ここに記載されている生産者による「直販コーナー」。最近の新しい地産地消のスタイルである。ローキーは生産者にコーナーを提供し、生産者は消費者に直接、接するわけである。この仕組みについて、日経ビジネスONLINE2009年5月8日(金)記事において、宮田秀明氏は次のように紹介している。

「ロッキー」の「地産地消」のビジネスモデルは注目に値する。小売流通業はもっと原点に戻ることが正しい方向だと示唆しているようでもある。 ・・・ 「ロッキー」は主に肉、魚、野菜の生鮮3品を扱うスーパーマーケットである。十数店ある「ロッキー」の店舗へは、毎日、生産者が直接納品して値段をつける。普通の市場へは出荷できない不揃いのミカンを10個パックにして100円の値札を付けたりもする。 ・・・ 顧客は、「ロッキー」の店舗で生鮮3品を買っていく。だから、完全なワンストップのモデルなのだが、主役は小売流通業者ではない。生産者と顧客が主役であって、小売流通業者である「ロッキー」は、単に店舗の場所を提供しているに過ぎない。 ・・・ 生産者にとっては、農協や市場、流通業者や大手スーパーマーケット業者などたくさんの中間業者を経ることによって、買い取り価格を抑えられてしまい、利益率が低かったのに、「ロッキー」のビジネスモデルで高い収入を得られるようになる。 ・・・ 生産者と消費者を双方向でつなげるような小売流通のシステムを使う企業が生き残っていくのだろう。

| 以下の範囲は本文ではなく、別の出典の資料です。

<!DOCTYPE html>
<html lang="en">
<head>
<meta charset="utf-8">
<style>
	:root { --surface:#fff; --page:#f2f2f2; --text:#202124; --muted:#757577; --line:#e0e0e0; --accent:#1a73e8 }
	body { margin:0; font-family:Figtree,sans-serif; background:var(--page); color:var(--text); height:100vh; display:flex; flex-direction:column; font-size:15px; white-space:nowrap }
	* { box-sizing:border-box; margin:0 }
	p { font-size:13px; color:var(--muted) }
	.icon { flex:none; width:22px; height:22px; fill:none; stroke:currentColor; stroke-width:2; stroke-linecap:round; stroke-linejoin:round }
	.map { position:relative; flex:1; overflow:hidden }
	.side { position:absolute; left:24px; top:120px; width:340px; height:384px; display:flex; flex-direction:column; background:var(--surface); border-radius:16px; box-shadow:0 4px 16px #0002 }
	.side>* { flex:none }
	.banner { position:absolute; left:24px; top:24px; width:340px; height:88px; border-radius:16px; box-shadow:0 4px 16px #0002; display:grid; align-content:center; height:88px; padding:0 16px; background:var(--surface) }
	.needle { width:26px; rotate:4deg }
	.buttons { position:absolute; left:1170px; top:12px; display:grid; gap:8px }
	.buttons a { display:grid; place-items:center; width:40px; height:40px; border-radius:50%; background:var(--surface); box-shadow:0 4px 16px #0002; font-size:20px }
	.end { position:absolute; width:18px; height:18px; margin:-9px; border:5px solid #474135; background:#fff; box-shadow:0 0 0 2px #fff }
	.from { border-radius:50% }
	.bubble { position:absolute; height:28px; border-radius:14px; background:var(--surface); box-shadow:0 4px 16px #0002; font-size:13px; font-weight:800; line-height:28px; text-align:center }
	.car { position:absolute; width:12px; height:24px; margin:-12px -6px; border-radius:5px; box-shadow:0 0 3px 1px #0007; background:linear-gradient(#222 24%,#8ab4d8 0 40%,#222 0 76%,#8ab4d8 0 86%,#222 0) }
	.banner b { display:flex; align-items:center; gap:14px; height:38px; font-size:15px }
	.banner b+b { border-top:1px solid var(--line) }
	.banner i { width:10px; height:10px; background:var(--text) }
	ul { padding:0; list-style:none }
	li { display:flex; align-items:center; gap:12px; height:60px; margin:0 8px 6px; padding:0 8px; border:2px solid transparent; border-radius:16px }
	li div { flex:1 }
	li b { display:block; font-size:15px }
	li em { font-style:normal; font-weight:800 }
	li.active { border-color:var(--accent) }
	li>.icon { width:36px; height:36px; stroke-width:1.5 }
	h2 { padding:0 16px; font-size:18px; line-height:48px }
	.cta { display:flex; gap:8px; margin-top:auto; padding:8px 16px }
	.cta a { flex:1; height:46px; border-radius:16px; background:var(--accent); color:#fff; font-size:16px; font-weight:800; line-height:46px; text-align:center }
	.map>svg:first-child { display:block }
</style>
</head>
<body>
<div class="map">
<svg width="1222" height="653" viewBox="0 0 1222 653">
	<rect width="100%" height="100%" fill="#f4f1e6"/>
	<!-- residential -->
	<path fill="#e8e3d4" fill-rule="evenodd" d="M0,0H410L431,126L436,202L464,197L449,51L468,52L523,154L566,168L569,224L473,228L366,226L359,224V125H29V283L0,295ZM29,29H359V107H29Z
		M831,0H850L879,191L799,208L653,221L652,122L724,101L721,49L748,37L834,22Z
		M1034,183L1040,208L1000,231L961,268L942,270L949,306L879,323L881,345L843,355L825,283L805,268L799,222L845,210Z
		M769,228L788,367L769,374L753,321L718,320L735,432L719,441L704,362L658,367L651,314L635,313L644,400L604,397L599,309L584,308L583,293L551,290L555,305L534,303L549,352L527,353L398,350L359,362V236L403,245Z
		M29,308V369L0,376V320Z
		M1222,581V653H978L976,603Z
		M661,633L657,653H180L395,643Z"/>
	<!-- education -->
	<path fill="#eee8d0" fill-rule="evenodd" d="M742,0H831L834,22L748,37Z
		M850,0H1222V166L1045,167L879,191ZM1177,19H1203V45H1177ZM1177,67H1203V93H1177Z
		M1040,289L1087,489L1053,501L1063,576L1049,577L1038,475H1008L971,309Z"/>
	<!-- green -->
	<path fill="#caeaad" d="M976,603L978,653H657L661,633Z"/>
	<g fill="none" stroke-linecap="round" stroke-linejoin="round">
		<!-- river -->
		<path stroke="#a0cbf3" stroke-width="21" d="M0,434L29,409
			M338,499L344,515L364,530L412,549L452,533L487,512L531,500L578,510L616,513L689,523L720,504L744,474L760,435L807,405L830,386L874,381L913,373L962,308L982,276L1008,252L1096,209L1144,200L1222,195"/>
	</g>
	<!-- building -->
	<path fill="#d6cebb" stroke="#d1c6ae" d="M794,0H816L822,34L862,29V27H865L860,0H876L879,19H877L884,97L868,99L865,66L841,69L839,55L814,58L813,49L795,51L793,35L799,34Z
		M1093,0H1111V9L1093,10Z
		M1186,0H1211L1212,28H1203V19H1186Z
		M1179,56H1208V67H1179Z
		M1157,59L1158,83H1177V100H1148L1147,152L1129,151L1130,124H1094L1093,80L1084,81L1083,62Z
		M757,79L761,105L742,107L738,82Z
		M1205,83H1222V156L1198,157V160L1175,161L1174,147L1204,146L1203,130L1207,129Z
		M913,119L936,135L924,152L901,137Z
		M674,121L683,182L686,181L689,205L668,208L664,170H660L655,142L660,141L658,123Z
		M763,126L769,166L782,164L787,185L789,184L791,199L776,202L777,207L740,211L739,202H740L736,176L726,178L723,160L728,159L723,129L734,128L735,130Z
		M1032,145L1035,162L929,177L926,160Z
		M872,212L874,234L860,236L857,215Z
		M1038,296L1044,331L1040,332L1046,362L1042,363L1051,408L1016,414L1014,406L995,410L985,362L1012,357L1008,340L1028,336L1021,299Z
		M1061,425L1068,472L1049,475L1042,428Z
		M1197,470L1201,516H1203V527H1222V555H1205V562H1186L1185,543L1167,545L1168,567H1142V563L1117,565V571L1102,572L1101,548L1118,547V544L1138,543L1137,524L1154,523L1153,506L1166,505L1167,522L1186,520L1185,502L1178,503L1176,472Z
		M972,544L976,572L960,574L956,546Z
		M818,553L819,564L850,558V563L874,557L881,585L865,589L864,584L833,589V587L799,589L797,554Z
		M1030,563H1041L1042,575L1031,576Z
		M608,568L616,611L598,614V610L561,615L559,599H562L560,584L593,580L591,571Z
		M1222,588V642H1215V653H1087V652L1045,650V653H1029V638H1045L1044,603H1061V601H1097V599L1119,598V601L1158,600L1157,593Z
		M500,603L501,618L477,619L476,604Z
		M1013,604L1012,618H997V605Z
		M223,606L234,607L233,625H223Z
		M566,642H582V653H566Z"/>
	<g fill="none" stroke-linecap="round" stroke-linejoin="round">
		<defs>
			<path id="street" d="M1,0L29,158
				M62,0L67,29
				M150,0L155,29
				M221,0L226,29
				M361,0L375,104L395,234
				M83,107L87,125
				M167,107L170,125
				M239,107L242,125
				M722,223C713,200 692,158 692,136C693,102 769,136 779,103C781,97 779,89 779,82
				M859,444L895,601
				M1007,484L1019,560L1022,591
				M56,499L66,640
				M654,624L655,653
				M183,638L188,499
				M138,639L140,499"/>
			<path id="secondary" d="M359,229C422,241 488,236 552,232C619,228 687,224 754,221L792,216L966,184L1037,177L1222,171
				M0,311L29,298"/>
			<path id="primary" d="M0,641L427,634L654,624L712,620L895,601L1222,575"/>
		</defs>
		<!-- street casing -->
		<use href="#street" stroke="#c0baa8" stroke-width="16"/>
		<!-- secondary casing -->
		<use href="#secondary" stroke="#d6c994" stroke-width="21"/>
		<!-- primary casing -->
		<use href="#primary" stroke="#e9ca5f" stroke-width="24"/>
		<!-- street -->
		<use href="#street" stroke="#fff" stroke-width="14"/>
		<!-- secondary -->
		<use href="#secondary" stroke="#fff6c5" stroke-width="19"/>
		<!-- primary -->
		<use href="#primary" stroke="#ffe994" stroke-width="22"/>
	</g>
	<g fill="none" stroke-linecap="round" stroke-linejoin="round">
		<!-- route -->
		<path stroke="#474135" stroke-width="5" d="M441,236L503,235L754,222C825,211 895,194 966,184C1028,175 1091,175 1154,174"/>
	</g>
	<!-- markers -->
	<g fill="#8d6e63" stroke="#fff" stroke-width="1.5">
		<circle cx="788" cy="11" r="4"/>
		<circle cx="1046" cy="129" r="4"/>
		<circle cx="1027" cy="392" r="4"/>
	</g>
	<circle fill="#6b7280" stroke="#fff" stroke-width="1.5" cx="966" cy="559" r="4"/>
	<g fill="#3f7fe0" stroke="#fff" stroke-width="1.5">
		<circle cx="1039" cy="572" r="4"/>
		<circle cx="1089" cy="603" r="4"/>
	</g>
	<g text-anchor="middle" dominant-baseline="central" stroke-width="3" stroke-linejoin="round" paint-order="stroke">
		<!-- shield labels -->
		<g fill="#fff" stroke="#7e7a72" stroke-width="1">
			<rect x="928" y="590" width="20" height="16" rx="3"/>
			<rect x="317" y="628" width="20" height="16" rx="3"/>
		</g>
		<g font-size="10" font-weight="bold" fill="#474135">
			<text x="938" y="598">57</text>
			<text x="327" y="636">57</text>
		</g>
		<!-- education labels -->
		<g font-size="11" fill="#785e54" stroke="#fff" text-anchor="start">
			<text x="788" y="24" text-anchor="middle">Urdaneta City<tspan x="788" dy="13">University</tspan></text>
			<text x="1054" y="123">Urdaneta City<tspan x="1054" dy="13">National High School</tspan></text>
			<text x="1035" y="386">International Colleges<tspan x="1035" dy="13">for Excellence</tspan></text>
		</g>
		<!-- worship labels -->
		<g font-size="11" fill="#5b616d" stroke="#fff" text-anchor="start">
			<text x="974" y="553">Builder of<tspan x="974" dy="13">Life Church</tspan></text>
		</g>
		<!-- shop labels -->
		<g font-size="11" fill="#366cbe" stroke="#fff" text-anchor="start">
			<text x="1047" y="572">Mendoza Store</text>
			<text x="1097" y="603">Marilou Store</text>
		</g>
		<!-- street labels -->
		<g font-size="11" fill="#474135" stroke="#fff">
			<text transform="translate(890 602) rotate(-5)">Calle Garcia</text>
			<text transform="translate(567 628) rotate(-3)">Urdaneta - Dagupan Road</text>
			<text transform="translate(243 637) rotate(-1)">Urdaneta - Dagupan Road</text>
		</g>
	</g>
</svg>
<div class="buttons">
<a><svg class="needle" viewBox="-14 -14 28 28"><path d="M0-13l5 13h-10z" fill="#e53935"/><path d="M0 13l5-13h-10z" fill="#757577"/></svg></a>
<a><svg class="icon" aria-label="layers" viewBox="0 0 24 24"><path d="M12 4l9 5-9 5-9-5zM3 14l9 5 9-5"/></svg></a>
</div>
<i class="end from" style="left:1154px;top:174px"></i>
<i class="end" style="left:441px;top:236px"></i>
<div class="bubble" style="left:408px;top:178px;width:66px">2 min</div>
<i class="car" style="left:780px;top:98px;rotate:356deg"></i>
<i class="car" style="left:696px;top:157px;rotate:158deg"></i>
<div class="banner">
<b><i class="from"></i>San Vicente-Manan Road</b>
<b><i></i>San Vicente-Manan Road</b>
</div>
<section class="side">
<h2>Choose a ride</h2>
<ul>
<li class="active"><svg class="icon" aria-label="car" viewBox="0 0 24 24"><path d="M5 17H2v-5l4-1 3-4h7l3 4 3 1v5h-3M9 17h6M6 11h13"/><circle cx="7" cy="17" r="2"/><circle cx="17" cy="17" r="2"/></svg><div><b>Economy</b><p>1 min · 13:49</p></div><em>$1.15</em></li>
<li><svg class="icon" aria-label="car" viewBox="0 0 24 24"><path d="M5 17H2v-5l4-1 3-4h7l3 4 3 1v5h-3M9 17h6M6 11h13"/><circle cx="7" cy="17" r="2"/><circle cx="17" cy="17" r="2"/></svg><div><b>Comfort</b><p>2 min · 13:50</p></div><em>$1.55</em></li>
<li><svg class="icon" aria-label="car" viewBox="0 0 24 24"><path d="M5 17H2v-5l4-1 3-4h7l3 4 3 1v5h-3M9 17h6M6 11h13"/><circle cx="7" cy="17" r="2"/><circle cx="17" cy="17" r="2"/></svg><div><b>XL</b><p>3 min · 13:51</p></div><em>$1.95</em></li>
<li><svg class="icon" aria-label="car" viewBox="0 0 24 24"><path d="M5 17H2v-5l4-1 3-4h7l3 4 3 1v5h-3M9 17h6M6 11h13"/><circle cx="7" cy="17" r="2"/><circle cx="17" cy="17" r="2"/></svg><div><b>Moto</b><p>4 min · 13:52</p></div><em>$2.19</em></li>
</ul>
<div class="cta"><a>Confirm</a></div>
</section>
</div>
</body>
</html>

この産直コーナーを全国版に拡大したのが、WEBによる通販(いわゆるEコマース)である。ある地方の食品卸業の方に話を伺ったときに、「ECで販路が拡大できるのならありがたい。地元での消費は限られている」と語っていた。

この土木と農業の中間のような存在が林業である。住宅等に使われる木材も勝手は地産地消であったが木を切りすぎたこと、需要が供給を上まったこと等もありその多くを海外に依存することになったが現在はどの国も原木での輸出を抑制している。こうしたときに、国内の植林による木が育ち供給できる状態になり、改めて地産というよりも国内産木材の国内消費が重要なキーとなってきている。

最近では、エキナカでの消費をターゲットにした商品開発をする「地産エキ消」なる形態も現れていると言う。

結局、生産者と消費者のダイレクト接点が重要な意味を持ち、価値を生み出すということであり、その仕組みを現地・現場にあった形でどのように創り出し廻していくか、ということに尽きる。改めて、ビジネスの原点が、その本質が問われている。